• Task
Once you have located the line containing "g.save(); g.translate(x, y);" in the material below, return it exactly along with each line after it through the line containing "M0 554 55 595".

== Segment start ==

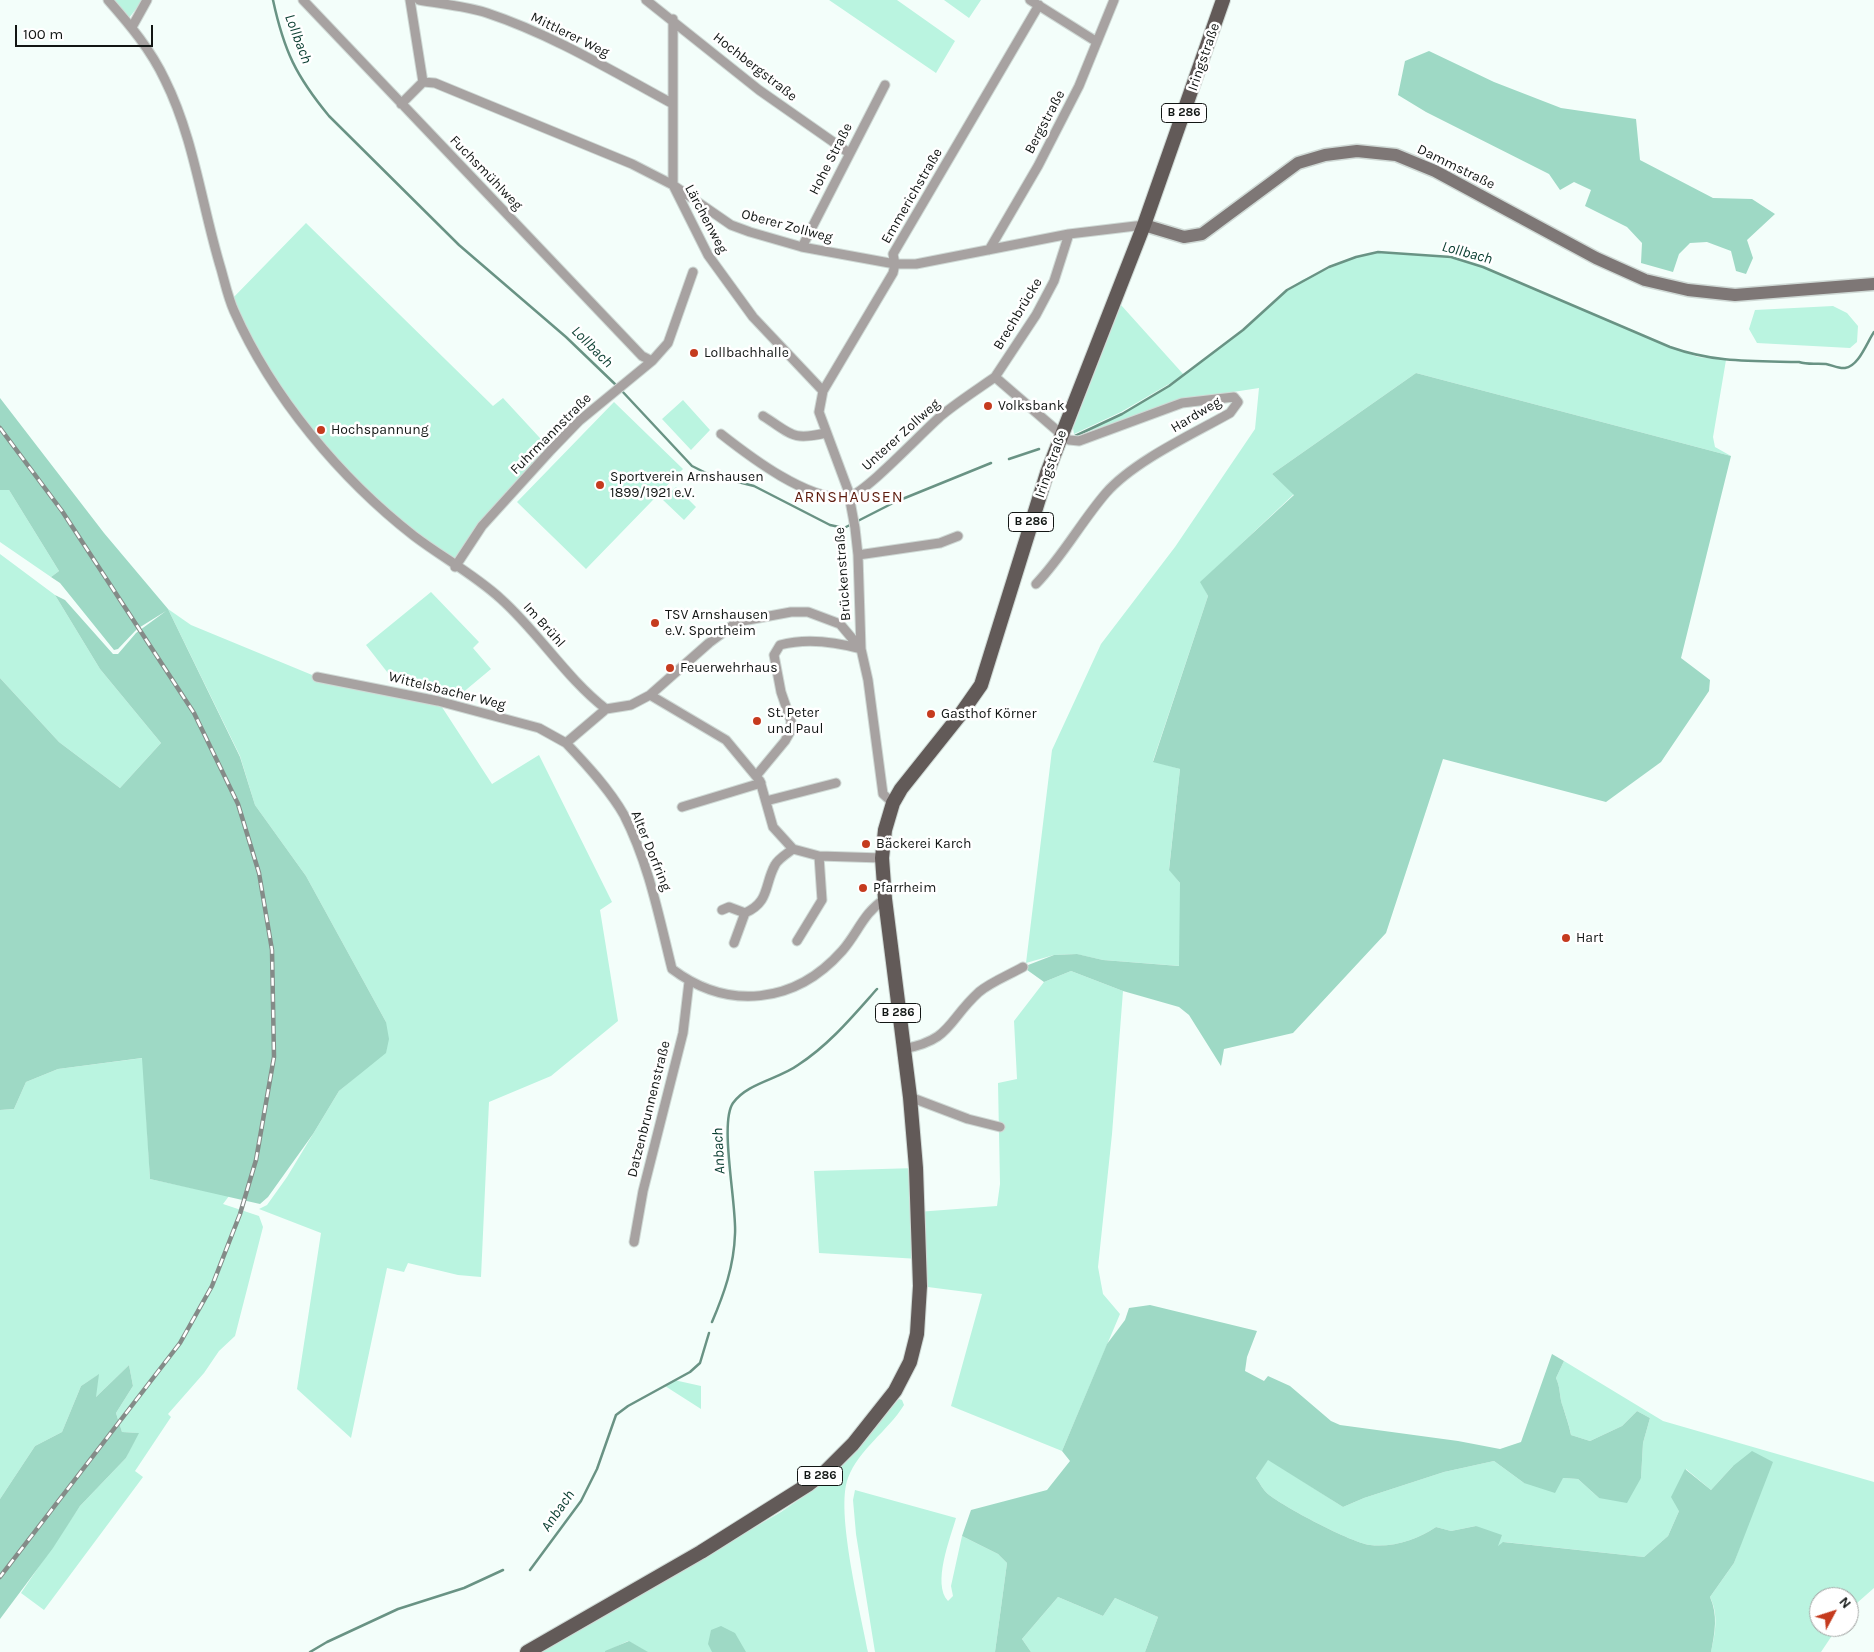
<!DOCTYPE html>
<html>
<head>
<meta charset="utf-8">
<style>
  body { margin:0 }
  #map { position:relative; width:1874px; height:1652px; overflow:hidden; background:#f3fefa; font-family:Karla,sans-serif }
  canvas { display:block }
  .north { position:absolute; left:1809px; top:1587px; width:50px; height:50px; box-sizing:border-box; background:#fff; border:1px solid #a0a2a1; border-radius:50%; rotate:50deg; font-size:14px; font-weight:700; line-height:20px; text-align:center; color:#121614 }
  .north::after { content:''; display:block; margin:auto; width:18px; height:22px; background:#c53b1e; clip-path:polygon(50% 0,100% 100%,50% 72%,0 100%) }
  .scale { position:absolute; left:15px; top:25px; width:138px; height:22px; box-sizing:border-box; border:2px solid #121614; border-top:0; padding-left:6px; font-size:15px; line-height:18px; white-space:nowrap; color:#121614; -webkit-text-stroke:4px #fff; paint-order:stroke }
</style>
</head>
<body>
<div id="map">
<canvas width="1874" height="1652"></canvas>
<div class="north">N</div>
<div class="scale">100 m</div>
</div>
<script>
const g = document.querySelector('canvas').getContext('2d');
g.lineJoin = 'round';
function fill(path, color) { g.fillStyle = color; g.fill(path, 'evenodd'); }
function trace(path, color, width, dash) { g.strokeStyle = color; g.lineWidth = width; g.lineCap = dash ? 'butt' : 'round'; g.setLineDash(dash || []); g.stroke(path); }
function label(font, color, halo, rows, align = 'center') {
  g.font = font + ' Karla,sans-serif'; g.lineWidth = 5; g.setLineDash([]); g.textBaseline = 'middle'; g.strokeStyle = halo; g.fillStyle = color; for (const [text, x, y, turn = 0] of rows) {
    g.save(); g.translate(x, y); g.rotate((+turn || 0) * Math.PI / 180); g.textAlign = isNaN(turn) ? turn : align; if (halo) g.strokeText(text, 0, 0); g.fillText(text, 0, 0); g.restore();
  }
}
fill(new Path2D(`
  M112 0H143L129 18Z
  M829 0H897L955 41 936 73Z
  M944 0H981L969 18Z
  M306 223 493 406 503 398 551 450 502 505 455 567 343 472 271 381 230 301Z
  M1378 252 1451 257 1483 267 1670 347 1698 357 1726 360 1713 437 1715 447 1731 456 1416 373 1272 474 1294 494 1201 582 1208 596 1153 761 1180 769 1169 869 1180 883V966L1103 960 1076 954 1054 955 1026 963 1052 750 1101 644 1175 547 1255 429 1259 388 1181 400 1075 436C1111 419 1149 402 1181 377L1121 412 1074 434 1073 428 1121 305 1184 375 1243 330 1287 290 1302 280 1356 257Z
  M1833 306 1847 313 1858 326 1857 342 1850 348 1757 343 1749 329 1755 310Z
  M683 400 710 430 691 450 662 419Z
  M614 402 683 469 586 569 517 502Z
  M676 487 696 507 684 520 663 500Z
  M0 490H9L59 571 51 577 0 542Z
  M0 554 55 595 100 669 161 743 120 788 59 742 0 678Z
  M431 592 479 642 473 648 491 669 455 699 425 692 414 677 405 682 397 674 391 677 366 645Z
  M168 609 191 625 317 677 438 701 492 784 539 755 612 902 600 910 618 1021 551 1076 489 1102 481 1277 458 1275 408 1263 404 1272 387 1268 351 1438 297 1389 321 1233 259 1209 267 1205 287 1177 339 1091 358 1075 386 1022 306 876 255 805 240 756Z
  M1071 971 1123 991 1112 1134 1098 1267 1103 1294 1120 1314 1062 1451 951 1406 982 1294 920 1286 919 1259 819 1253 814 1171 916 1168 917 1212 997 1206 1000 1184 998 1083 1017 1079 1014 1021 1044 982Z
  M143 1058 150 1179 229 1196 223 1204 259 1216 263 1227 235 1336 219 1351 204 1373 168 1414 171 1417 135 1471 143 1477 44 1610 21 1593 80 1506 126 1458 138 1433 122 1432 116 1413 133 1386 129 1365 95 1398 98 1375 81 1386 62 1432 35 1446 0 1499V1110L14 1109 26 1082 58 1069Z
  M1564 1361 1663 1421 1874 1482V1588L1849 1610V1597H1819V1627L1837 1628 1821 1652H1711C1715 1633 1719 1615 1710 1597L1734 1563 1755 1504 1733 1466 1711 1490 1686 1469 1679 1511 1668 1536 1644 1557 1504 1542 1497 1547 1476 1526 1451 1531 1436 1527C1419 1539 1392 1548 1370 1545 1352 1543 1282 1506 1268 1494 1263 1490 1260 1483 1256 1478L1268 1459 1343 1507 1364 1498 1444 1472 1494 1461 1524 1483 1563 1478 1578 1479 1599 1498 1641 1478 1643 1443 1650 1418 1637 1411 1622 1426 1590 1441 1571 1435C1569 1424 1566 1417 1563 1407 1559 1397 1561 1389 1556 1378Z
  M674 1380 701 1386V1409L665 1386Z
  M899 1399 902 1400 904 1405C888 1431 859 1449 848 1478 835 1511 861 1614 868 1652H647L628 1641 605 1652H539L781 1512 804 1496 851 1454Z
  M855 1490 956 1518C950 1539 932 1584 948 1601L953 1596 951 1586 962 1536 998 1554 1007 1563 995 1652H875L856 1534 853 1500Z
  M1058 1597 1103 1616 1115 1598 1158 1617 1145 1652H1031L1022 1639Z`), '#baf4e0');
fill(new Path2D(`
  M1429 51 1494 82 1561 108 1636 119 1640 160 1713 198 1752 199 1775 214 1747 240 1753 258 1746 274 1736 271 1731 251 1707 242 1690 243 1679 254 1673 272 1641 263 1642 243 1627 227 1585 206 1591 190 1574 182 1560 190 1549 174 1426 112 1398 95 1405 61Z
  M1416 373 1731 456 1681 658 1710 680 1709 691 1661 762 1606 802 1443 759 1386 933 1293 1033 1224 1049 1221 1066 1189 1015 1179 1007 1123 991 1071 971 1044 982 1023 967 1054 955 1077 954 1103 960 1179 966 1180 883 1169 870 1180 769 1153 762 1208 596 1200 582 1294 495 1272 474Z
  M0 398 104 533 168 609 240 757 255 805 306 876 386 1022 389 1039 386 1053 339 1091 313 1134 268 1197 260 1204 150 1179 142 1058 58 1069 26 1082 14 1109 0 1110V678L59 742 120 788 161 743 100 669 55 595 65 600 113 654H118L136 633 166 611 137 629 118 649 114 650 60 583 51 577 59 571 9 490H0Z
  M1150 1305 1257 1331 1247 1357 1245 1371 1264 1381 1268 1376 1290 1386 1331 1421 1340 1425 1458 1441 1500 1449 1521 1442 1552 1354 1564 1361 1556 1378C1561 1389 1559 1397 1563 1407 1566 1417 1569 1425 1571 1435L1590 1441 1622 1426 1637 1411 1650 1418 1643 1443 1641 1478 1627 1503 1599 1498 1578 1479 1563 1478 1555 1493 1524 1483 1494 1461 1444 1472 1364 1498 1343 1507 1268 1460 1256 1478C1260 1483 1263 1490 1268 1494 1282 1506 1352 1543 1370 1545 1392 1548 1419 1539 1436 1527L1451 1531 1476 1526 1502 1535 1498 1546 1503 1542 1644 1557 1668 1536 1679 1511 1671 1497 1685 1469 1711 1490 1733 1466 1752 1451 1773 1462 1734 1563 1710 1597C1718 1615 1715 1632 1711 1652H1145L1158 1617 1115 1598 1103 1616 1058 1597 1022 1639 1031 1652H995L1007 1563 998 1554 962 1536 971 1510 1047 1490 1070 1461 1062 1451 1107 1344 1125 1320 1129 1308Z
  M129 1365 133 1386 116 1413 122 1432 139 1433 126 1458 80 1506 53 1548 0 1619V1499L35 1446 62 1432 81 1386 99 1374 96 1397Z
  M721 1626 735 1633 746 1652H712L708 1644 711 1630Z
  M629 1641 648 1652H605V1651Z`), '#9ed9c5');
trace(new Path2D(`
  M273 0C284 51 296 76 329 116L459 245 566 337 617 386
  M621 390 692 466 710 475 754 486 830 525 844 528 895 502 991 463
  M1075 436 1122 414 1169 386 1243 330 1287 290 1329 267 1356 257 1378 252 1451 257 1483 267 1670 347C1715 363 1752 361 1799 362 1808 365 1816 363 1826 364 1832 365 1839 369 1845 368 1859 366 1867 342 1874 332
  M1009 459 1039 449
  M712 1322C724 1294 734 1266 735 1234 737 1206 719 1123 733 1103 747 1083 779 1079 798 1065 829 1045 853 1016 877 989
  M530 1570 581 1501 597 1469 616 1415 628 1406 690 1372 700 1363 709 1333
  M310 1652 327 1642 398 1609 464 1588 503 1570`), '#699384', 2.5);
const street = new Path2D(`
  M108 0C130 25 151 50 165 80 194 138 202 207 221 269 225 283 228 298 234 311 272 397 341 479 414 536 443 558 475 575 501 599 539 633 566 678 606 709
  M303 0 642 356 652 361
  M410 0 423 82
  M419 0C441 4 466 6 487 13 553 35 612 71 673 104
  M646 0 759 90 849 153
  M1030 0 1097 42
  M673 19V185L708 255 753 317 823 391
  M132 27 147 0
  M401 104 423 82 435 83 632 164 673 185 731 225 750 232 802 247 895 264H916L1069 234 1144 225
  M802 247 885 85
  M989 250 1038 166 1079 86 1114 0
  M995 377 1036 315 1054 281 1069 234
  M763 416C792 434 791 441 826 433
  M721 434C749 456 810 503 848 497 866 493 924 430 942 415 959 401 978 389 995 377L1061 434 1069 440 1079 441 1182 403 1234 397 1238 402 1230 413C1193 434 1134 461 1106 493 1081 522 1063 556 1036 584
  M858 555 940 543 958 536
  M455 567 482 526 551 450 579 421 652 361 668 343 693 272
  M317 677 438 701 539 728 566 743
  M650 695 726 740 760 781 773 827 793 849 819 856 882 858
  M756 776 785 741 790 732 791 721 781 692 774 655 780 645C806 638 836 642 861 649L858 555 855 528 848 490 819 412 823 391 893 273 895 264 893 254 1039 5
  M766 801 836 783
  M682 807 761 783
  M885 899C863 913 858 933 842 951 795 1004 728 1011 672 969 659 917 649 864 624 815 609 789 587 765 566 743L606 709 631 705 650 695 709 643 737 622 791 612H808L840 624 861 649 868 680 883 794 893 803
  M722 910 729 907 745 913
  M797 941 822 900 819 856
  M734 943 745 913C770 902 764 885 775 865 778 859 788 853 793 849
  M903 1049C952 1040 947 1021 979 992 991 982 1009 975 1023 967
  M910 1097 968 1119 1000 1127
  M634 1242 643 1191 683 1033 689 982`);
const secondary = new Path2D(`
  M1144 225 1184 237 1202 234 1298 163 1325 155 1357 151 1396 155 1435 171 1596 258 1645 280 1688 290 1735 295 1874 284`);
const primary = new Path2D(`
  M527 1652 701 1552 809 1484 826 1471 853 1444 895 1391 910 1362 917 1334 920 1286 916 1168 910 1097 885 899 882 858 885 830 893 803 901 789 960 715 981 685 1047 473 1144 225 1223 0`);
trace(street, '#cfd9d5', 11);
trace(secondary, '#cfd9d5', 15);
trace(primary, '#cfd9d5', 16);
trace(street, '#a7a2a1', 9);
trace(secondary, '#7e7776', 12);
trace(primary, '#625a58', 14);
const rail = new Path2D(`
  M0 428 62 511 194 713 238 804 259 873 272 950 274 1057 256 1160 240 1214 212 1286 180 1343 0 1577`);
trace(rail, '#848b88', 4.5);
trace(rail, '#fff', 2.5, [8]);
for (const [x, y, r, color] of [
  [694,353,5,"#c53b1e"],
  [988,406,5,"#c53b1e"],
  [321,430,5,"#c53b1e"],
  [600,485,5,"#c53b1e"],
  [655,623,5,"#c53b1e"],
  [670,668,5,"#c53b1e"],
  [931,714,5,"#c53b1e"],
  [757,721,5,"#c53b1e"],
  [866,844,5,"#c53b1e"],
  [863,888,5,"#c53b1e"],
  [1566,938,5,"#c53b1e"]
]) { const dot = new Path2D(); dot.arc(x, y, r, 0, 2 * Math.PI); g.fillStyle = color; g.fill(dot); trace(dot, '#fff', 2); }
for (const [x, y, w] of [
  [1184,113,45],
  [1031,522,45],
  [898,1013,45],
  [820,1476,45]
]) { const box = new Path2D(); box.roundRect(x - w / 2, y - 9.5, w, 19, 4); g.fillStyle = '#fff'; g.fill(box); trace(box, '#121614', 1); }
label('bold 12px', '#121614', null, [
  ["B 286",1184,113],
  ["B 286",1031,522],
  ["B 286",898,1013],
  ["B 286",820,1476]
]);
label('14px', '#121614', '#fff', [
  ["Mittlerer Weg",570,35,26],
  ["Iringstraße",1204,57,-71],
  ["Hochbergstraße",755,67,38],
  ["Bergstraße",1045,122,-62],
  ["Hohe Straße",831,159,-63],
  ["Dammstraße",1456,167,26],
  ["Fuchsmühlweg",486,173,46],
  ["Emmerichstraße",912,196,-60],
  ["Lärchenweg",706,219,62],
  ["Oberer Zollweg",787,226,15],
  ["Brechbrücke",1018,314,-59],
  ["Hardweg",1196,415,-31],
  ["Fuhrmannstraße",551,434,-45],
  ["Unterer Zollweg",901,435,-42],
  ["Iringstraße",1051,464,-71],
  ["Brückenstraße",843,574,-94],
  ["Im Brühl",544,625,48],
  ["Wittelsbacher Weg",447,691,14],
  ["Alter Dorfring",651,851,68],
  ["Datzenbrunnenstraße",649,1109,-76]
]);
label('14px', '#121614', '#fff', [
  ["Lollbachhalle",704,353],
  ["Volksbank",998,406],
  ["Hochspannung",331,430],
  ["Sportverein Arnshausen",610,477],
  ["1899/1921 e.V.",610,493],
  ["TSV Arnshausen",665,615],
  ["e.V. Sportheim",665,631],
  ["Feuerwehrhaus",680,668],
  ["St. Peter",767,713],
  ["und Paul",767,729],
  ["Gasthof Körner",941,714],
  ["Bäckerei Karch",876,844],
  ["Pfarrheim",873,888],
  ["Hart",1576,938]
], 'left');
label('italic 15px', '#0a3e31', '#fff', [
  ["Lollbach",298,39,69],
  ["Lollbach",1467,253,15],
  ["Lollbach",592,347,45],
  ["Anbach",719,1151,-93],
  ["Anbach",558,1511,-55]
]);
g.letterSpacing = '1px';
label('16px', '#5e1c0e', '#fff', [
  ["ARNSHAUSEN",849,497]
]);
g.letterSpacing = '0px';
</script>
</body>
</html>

== Segment end ==

• Completed exercise
    g.save(); g.translate(x, y); g.rotate((+turn || 0) * Math.PI / 180); g.textAlign = isNaN(turn) ? turn : align; if (halo) g.strokeText(text, 0, 0); g.fillText(text, 0, 0); g.restore();
  }
}
fill(new Path2D(`
  M112 0H143L129 18Z
  M829 0H897L955 41 936 73Z
  M944 0H981L969 18Z
  M306 223 493 406 503 398 551 450 502 505 455 567 343 472 271 381 230 301Z
  M1378 252 1451 257 1483 267 1670 347 1698 357 1726 360 1713 437 1715 447 1731 456 1416 373 1272 474 1294 494 1201 582 1208 596 1153 761 1180 769 1169 869 1180 883V966L1103 960 1076 954 1054 955 1026 963 1052 750 1101 644 1175 547 1255 429 1259 388 1181 400 1075 436C1111 419 1149 402 1181 377L1121 412 1074 434 1073 428 1121 305 1184 375 1243 330 1287 290 1302 280 1356 257Z
  M1833 306 1847 313 1858 326 1857 342 1850 348 1757 343 1749 329 1755 310Z
  M683 400 710 430 691 450 662 419Z
  M614 402 683 469 586 569 517 502Z
  M676 487 696 507 684 520 663 500Z
  M0 490H9L59 571 51 577 0 542Z
  M0 554 55 595 100 669 161 743 120 788 59 742 0 678Z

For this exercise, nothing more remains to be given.